The Atlanta Hawks are a team that moves the ball quickly and crisply. It zips from side to side and finds the open man or the open crease to drive in.

Jeff Teague essentially sealed the game by getting the ball on a reversal, blowing past Elfrid Payton as he tried to close down at the 3-point line. He gave a shoulder fake to try to draw a foul and looped in a floater that bounced off the front rim and in.

That is what making 14 of 31 3-pointers will do for a game. That is what making your first eight shots in a game, including three 3-pointers, will do to a defense.

Then again, this is kind of the bet the Magic have made of late. Defend the paint at all costs, and live with teams making 3-pointers.

The Hawks still managed 38 points in the paint, but it was the perimeter shooting that really opened things up for them. After all, the Hawks did open up the game 19-3 thanks to their ability to find open shooters and make them.

This was the tradeoff the Magic have decided to make defensively. They will sacrifice giving up 3-point attempts, betting it is a lower percentage shot, and focus on protecting the paint. It is a strategy that has produced solid defensive results — the Hawks’ 101.8 offensive rating was still below their season average and just the fourth time a team has had an offensive rating of 100 or more since James Borrego took over.
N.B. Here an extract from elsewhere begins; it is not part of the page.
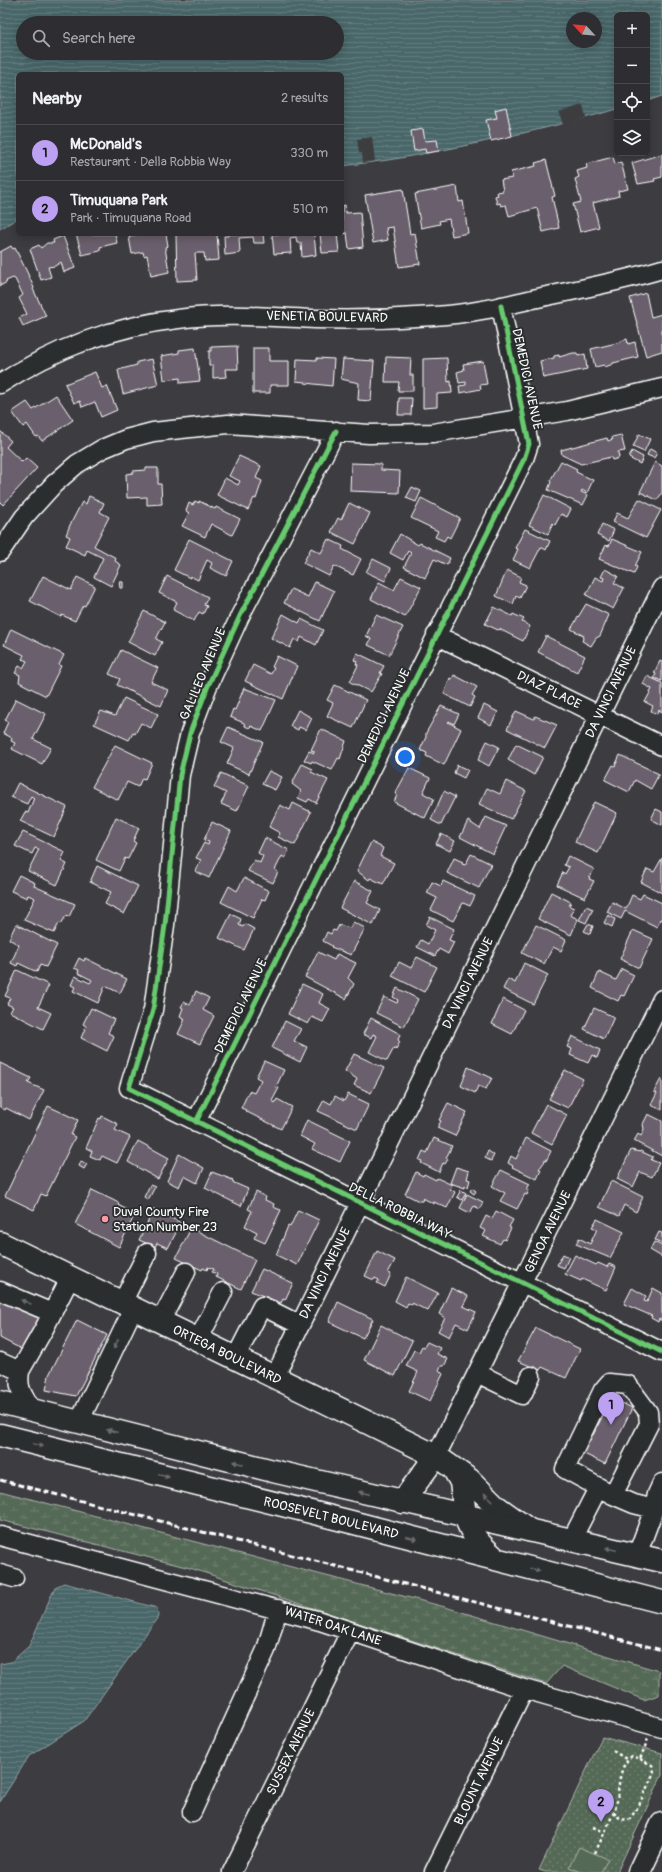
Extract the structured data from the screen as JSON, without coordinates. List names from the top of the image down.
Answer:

What has not been unusual is the Magic giving up a ton of 3-point attempts. The Hawks took 31 of their 81 field goal attempts from beyond the arc for an unusually high 38.3 percent 3-point attempt rate. The Heat and Sixers both posted about 28.0 percent of their shots from beyond the arc in the previous two games. Only two teams registered a 3-point attempt rate lower than 20 percent since Borrego took over.

These games are not the most amount of 3-pointers the Magic have given up this season. The Hawks had a game earlier this year against the Magic when they took 33.8 percent of their field goal attempts from beyond the Magic. Orlando as a team has 10 other games where the team gives up so many 3-point attempts.
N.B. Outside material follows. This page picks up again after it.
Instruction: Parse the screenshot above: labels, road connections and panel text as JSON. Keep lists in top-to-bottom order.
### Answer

What is different now is that the paint has been locked down and the 3-pointer is the gaping hole. Teams are starting to drain them.

The Hawks made 45.2 percent of their 3-pointers on Friday. Since Borrego took over, opponents are shooting just 30.5 percent from beyond the arc. The gamble to give up 3-pointers has paid off for Orlando.
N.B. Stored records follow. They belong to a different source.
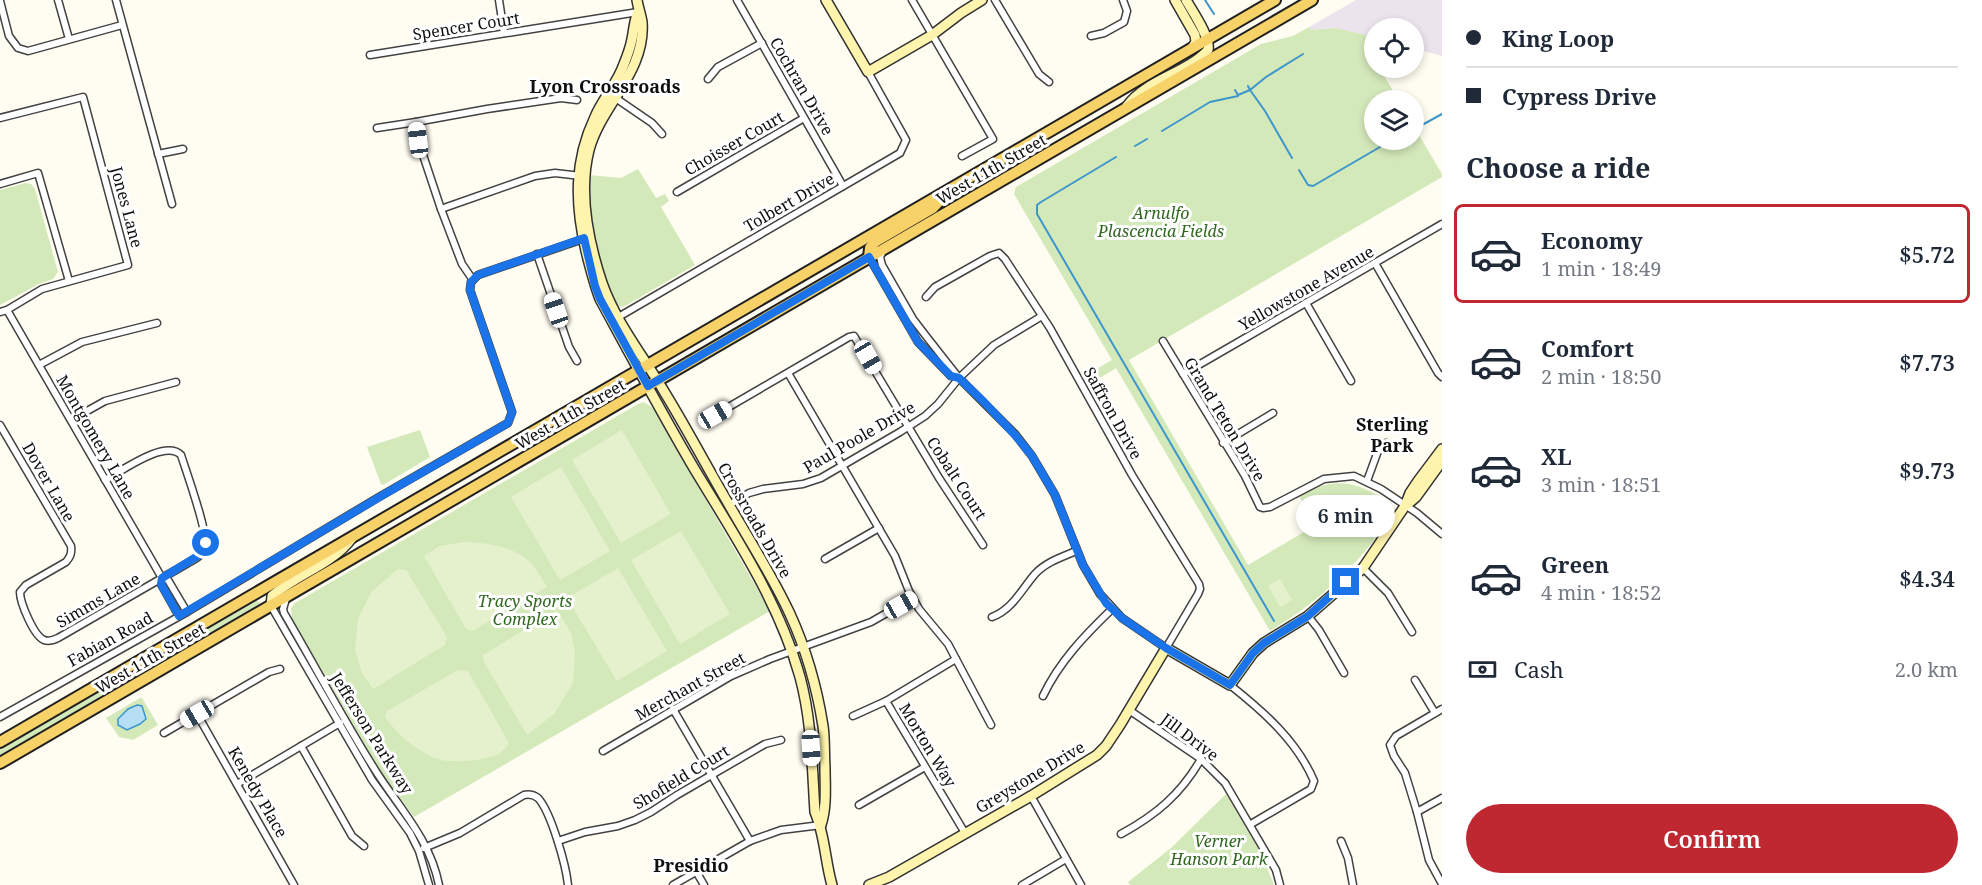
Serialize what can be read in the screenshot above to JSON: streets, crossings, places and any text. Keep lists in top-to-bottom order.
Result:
{
  "streets": {
    "main road": ["West 11th Street"],
    "street": [
      "Spencer Court",
      "Cochran Drive",
      "Choisser Court",
      "Tolbert Drive",
      "Jones Lane",
      "Yellowstone Avenue",
      "Saffron Drive",
      "Grand Teton Drive",
      "Montgomery Lane",
      "Paul Poole Drive",
      "Cobalt Court",
      "Dover Lane",
      "Crossroads Drive",
      "Simms Lane",
      "Fabian Road",
      "Merchant Street",
      "Jefferson Parkway",
      "Jill Drive",
      "Morton Way",
      "Shofield Court",
      "Greystone Drive",
      "Kenedy Place"
    ]
  },
  "crossings": [
    ["Spencer Court", "Crossroads Drive"],
    ["Cochran Drive", "Choisser Court"],
    ["Cochran Drive", "Tolbert Drive"],
    ["West 11th Street", "Crossroads Drive"],
    ["West 11th Street", "Jefferson Parkway"],
    ["Tolbert Drive", "Crossroads Drive"],
    ["Yellowstone Avenue", "Grand Teton Drive"],
    ["Saffron Drive", "Paul Poole Drive"],
    ["Saffron Drive", "Greystone Drive"],
    ["Montgomery Lane", "Simms Lane"],
    ["Montgomery Lane", "Fabian Road"],
    ["Paul Poole Drive", "Cobalt Court"],
    ["Paul Poole Drive", "Crossroads Drive"],
    ["Dover Lane", "Simms Lane"],
    ["Crossroads Drive", "Merchant Street"],
    ["Jill Drive", "Greystone Drive"],
    ["Morton Way", "Greystone Drive"]
  ],
  "districts": ["Lyon Crossroads", "Sterling Park", "Presidio"],
  "parks": ["Arnulfo Plascencia Fields", "Tracy Sports Complex", "Verner Hanson Park"],
  "page": {
    "banner": ["King Loop", "Cypress Drive"],
    "heading": "Choose a ride",
    "list": [
      {
        "name": "Economy",
        "note": "1 min · 18:49",
        "value": "$5.72"
      },
      {
        "name": "Comfort",
        "note": "2 min · 18:50",
        "value": "$7.73"
      },
      {
        "name": "XL",
        "note": "3 min · 18:51",
        "value": "$9.73"
      },
      {
        "name": "Green",
        "note": "4 min · 18:52",
        "value": "$4.34"
      }
    ],
    "bubble": "6 min",
    "pay": ["Cash", "2.0 km"],
    "buttons": "Confirm"
  }
}
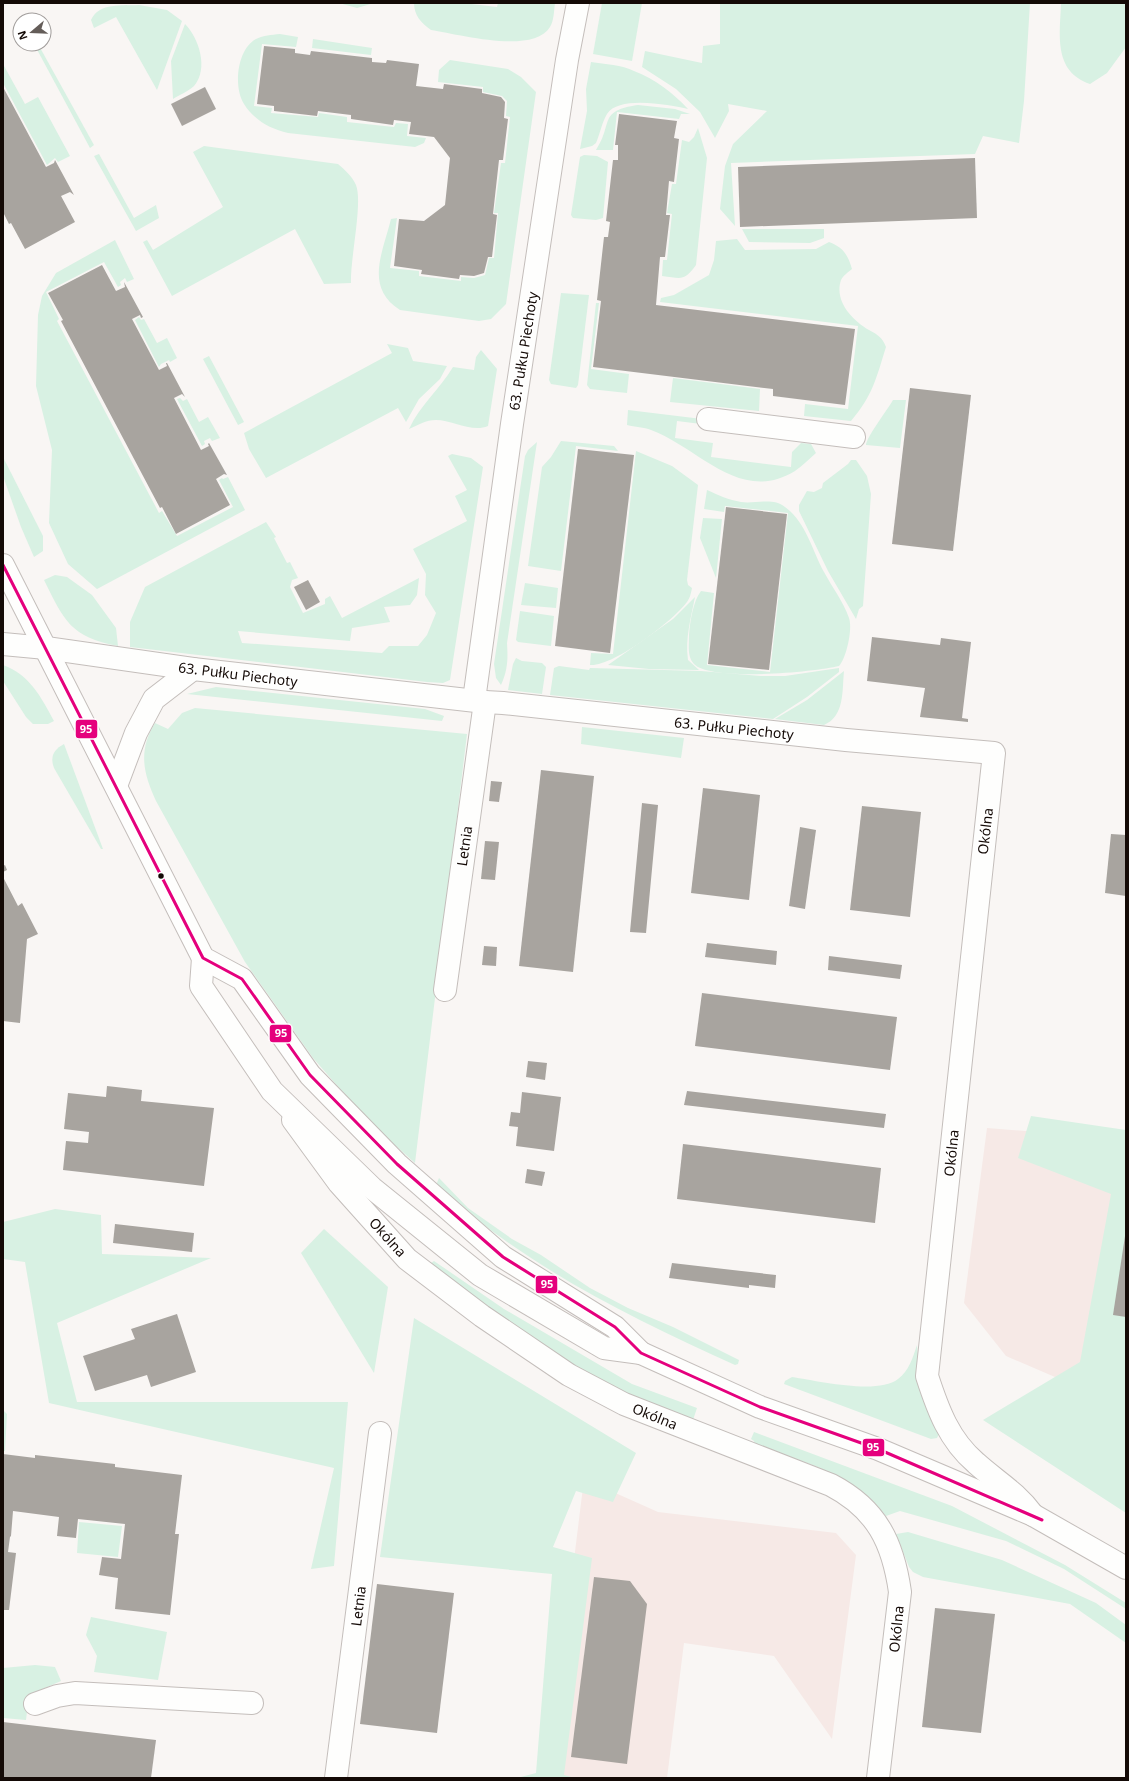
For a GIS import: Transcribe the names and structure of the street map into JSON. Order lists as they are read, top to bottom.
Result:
{
  "streets": {
    "street": ["63. Pułku Piechoty", "Okólna", "Letnia"]
  },
  "crossings": [
    ["63. Pułku Piechoty", "Okólna"],
    ["63. Pułku Piechoty", "Letnia"]
  ],
  "lines": ["transit line 95"],
  "north": "left"
}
It did not against the Heat — Henry Walker made a critical 3-pointer late as the Heat seemed to awaken from a perimeter slumber — and it certainly did not against the Hawks.

Some nights, the Magic are going to succumb to a team that gets hot from beyond the arc. There is sometimes nothing you can do.

Until the Magic learn to close out better, or rotate more efficiently behind screen and rolls as the team is still switching on many perimeter pick and rolls, this is going to be the key issue for the Magic defensively. It is the next step in the team’s defensive evolution to get the team to go from packing the paint to getting out to the 3-point line and back in.

Borrego has not had the time to implement everything he wants to yet. The lack of practice time has short circuited those efforts, as Borrego seemed to admit after the team’s loss to Miami on Wednesday.

There are basic concepts that have clearly sunk in, but getting to that next level is about defending both and covering for each other. Again, the defense has gotten better. There is no denying this.

The defense itself was the thing that kept the Magic in the game against the Hawks. After giving up 23 points in a little more than five minutes, the Hawks scored only five points in the final seven. Atlanta trailed at halftime thanks to the defensive effort cutting out the paint. The 3-pointers could not fall forever.

They fell again in the third quarter when Atlanta took over — 5 for 8 in the third quarter. This is how things are going to go. The Magic are banking that teams will not make enough 3-pointers to make them pay in the long term. Not until they learn to expand and contract their defense in and out of the paint as a unit.

The risk has paid off for the most part. Friday it bit them. Atlanta ended up to be too good of a team for Orlando to get away with leaving 3-point shooters open for too long.